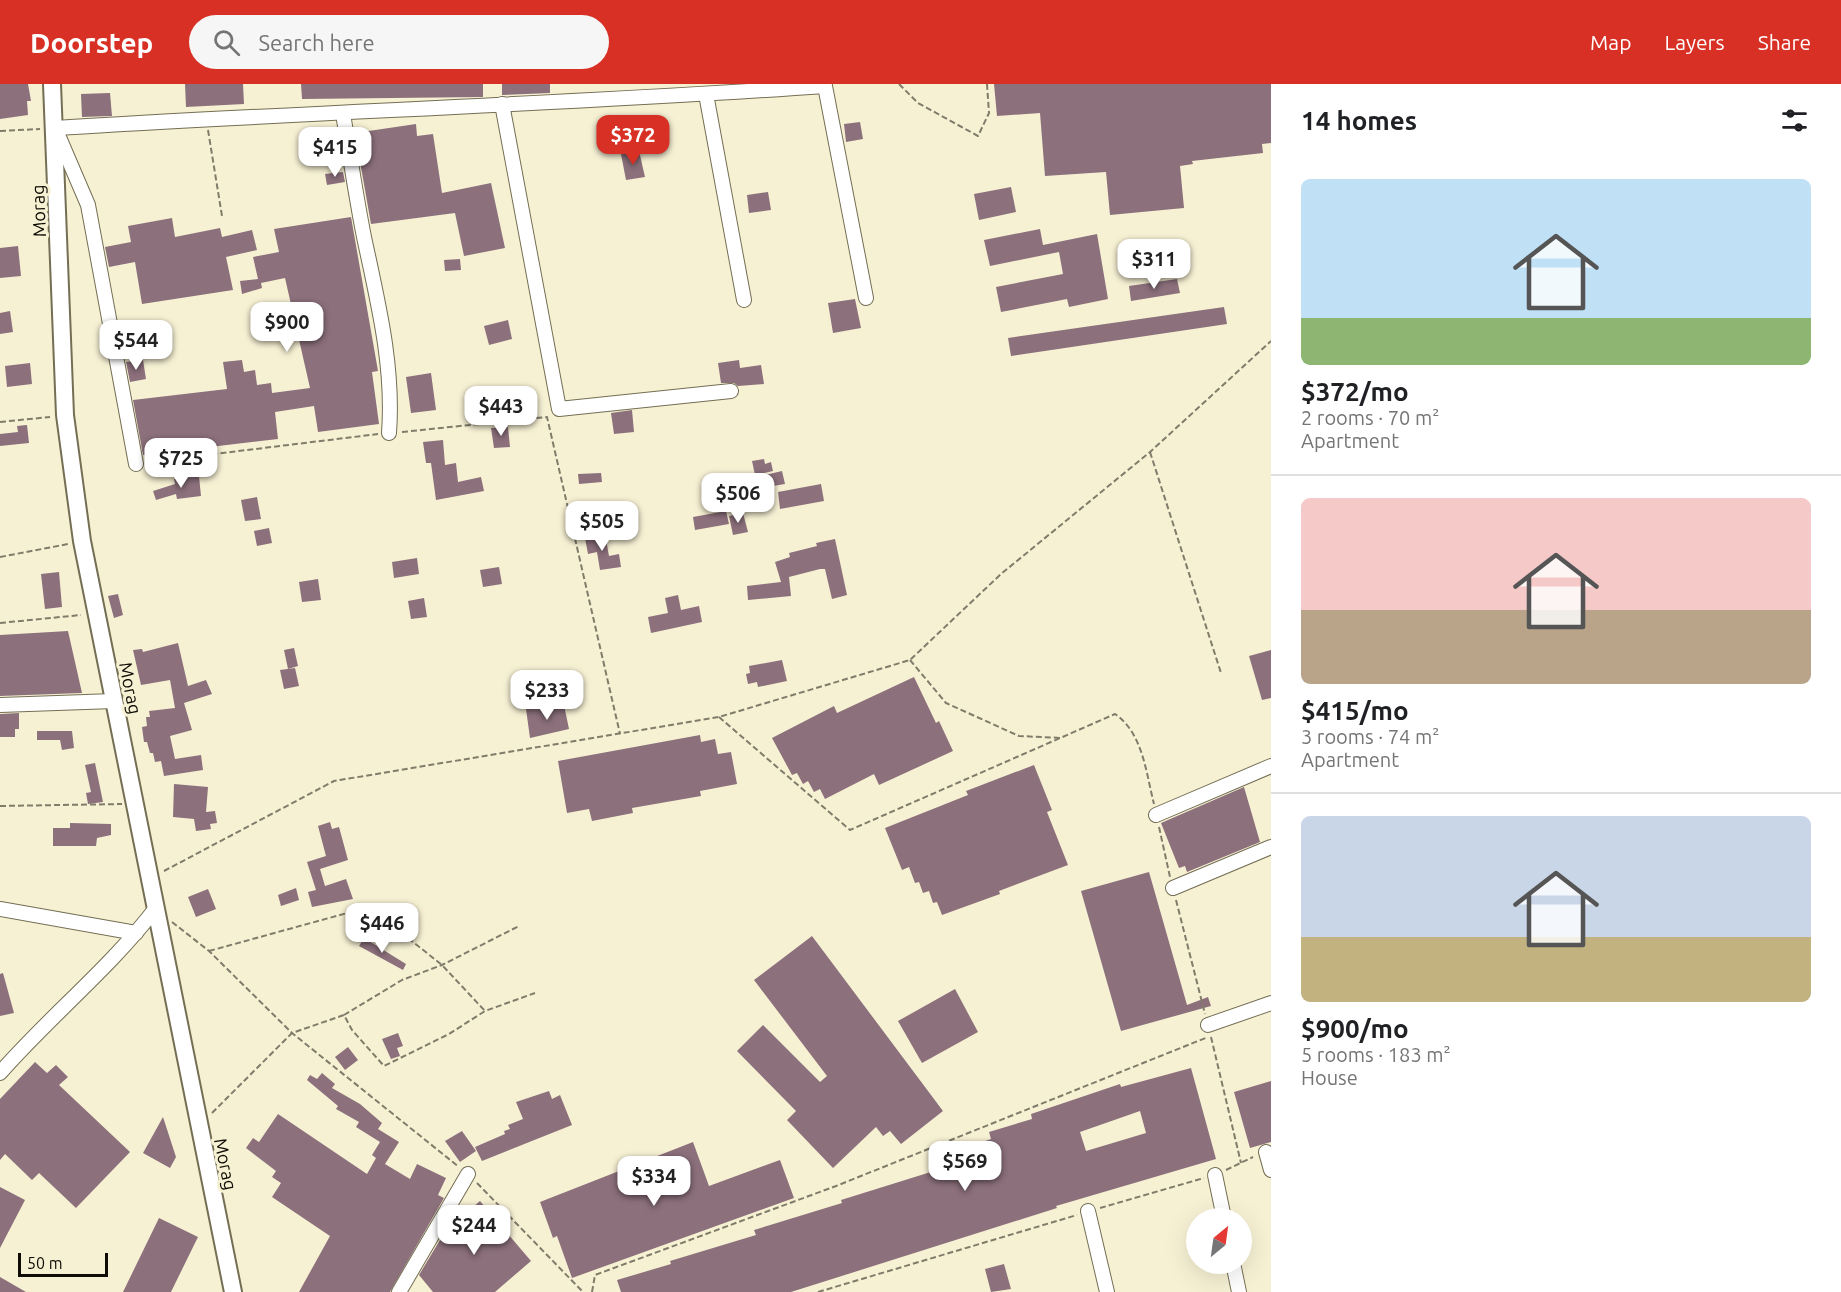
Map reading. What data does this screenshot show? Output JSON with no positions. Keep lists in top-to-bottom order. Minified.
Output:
{"streets":{"main road":["Morag"]},"scale_bar":"50 m","north":"top right","page":{"header":"Doorstep","search":"Search here","nav":["Map","Layers","Share"],"heading":"14 homes","price":["$372","$415","$311","$900","$544","$443","$725","$506","$505","$233","$446","$569","$334","$244"],"list":[{"name":"$372/mo","note":"2 rooms · 70 m² · Apartment"},{"name":"$415/mo","note":"3 rooms · 74 m² · Apartment"},{"name":"$900/mo","note":"5 rooms · 183 m² · House"}],"scale":"50 m"}}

= WORK INSTRUCTIONS =
All of the material above is to be retyped exactly, with no pictures included.

= ANSWER FOR THIS EXERCISE =
Map reading. What data does this screenshot show? Output JSON with no positions. Keep lists in top-to-bottom order. Minified.
Output:
{"streets":{"main road":["Morag"]},"scale_bar":"50 m","north":"top right","page":{"header":"Doorstep","search":"Search here","nav":["Map","Layers","Share"],"heading":"14 homes","price":["$372","$415","$311","$900","$544","$443","$725","$506","$505","$233","$446","$569","$334","$244"],"list":[{"name":"$372/mo","note":"2 rooms · 70 m² · Apartment"},{"name":"$415/mo","note":"3 rooms · 74 m² · Apartment"},{"name":"$900/mo","note":"5 rooms · 183 m² · House"}],"scale":"50 m"}}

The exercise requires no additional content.